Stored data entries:
-- Opening Marker --

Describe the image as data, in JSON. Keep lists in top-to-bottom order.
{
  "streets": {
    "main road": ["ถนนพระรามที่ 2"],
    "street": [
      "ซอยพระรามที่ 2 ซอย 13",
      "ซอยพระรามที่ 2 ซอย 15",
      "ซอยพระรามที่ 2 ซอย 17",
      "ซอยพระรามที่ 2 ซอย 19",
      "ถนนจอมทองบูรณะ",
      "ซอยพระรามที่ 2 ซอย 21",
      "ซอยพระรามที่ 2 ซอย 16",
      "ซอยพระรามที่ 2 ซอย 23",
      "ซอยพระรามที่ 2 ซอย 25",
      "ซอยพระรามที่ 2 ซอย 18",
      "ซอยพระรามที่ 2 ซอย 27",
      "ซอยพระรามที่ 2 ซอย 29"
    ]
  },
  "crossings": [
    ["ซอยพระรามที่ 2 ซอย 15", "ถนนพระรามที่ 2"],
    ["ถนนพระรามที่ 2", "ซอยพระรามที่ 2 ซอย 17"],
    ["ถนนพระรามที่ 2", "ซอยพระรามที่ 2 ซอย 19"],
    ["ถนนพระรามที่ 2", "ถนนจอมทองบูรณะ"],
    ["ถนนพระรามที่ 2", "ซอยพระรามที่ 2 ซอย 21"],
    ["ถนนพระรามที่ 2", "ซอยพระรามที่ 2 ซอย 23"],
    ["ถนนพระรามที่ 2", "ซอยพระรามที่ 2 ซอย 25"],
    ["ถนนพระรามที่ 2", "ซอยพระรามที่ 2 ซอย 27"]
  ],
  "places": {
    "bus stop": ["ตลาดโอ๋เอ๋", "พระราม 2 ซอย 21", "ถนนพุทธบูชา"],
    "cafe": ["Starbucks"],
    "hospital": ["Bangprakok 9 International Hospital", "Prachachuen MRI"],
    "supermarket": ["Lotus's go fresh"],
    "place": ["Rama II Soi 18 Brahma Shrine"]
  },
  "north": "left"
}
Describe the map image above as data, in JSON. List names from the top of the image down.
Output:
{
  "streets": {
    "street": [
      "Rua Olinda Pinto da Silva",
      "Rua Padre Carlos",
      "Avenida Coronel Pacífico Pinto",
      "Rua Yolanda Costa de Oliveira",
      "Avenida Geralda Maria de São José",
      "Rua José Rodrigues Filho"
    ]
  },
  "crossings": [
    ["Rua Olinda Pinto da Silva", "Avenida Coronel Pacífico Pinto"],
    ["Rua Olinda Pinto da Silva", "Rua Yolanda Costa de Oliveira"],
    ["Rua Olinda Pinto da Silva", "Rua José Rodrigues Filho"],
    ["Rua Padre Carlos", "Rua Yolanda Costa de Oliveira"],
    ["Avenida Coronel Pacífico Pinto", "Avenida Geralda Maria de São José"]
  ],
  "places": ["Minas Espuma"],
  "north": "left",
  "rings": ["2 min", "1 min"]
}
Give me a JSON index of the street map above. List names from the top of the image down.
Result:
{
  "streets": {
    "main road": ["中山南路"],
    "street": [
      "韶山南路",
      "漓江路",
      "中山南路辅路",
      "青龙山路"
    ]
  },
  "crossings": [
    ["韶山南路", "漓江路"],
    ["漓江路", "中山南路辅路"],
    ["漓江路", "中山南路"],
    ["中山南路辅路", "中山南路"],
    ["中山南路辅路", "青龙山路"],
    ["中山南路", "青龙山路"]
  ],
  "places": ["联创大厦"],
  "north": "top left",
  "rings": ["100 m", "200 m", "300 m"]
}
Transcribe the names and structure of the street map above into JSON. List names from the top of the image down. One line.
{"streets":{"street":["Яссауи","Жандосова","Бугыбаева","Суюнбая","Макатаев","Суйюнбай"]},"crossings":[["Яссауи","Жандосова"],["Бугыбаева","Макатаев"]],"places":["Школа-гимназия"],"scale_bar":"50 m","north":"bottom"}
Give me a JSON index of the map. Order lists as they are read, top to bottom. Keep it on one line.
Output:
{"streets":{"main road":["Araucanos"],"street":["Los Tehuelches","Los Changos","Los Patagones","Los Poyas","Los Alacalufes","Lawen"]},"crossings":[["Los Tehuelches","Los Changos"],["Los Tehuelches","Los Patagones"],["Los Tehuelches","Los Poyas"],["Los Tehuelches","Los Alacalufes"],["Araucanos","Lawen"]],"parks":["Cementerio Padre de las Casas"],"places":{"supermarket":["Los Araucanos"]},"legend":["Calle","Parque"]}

-- Closing Marker --

Work to complete. Please transcribe all of the records, keeping every line exactly as it is.

Answer box.
Describe the image as data, in JSON. Keep lists in top-to-bottom order.
{
  "streets": {
    "main road": ["ถนนพระรามที่ 2"],
    "street": [
      "ซอยพระรามที่ 2 ซอย 13",
      "ซอยพระรามที่ 2 ซอย 15",
      "ซอยพระรามที่ 2 ซอย 17",
      "ซอยพระรามที่ 2 ซอย 19",
      "ถนนจอมทองบูรณะ",
      "ซอยพระรามที่ 2 ซอย 21",
      "ซอยพระรามที่ 2 ซอย 16",
      "ซอยพระรามที่ 2 ซอย 23",
      "ซอยพระรามที่ 2 ซอย 25",
      "ซอยพระรามที่ 2 ซอย 18",
      "ซอยพระรามที่ 2 ซอย 27",
      "ซอยพระรามที่ 2 ซอย 29"
    ]
  },
  "crossings": [
    ["ซอยพระรามที่ 2 ซอย 15", "ถนนพระรามที่ 2"],
    ["ถนนพระรามที่ 2", "ซอยพระรามที่ 2 ซอย 17"],
    ["ถนนพระรามที่ 2", "ซอยพระรามที่ 2 ซอย 19"],
    ["ถนนพระรามที่ 2", "ถนนจอมทองบูรณะ"],
    ["ถนนพระรามที่ 2", "ซอยพระรามที่ 2 ซอย 21"],
    ["ถนนพระรามที่ 2", "ซอยพระรามที่ 2 ซอย 23"],
    ["ถนนพระรามที่ 2", "ซอยพระรามที่ 2 ซอย 25"],
    ["ถนนพระรามที่ 2", "ซอยพระรามที่ 2 ซอย 27"]
  ],
  "places": {
    "bus stop": ["ตลาดโอ๋เอ๋", "พระราม 2 ซอย 21", "ถนนพุทธบูชา"],
    "cafe": ["Starbucks"],
    "hospital": ["Bangprakok 9 International Hospital", "Prachachuen MRI"],
    "supermarket": ["Lotus's go fresh"],
    "place": ["Rama II Soi 18 Brahma Shrine"]
  },
  "north": "left"
}
Describe the map image above as data, in JSON. List names from the top of the image down.
Output:
{
  "streets": {
    "street": [
      "Rua Olinda Pinto da Silva",
      "Rua Padre Carlos",
      "Avenida Coronel Pacífico Pinto",
      "Rua Yolanda Costa de Oliveira",
      "Avenida Geralda Maria de São José",
      "Rua José Rodrigues Filho"
    ]
  },
  "crossings": [
    ["Rua Olinda Pinto da Silva", "Avenida Coronel Pacífico Pinto"],
    ["Rua Olinda Pinto da Silva", "Rua Yolanda Costa de Oliveira"],
    ["Rua Olinda Pinto da Silva", "Rua José Rodrigues Filho"],
    ["Rua Padre Carlos", "Rua Yolanda Costa de Oliveira"],
    ["Avenida Coronel Pacífico Pinto", "Avenida Geralda Maria de São José"]
  ],
  "places": ["Minas Espuma"],
  "north": "left",
  "rings": ["2 min", "1 min"]
}
Give me a JSON index of the street map above. List names from the top of the image down.
Result:
{
  "streets": {
    "main road": ["中山南路"],
    "street": [
      "韶山南路",
      "漓江路",
      "中山南路辅路",
      "青龙山路"
    ]
  },
  "crossings": [
    ["韶山南路", "漓江路"],
    ["漓江路", "中山南路辅路"],
    ["漓江路", "中山南路"],
    ["中山南路辅路", "中山南路"],
    ["中山南路辅路", "青龙山路"],
    ["中山南路", "青龙山路"]
  ],
  "places": ["联创大厦"],
  "north": "top left",
  "rings": ["100 m", "200 m", "300 m"]
}
Transcribe the names and structure of the street map above into JSON. List names from the top of the image down. One line.
{"streets":{"street":["Яссауи","Жандосова","Бугыбаева","Суюнбая","Макатаев","Суйюнбай"]},"crossings":[["Яссауи","Жандосова"],["Бугыбаева","Макатаев"]],"places":["Школа-гимназия"],"scale_bar":"50 m","north":"bottom"}
Give me a JSON index of the map. Order lists as they are read, top to bottom. Keep it on one line.
Output:
{"streets":{"main road":["Araucanos"],"street":["Los Tehuelches","Los Changos","Los Patagones","Los Poyas","Los Alacalufes","Lawen"]},"crossings":[["Los Tehuelches","Los Changos"],["Los Tehuelches","Los Patagones"],["Los Tehuelches","Los Poyas"],["Los Tehuelches","Los Alacalufes"],["Araucanos","Lawen"]],"parks":["Cementerio Padre de las Casas"],"places":{"supermarket":["Los Araucanos"]},"legend":["Calle","Parque"]}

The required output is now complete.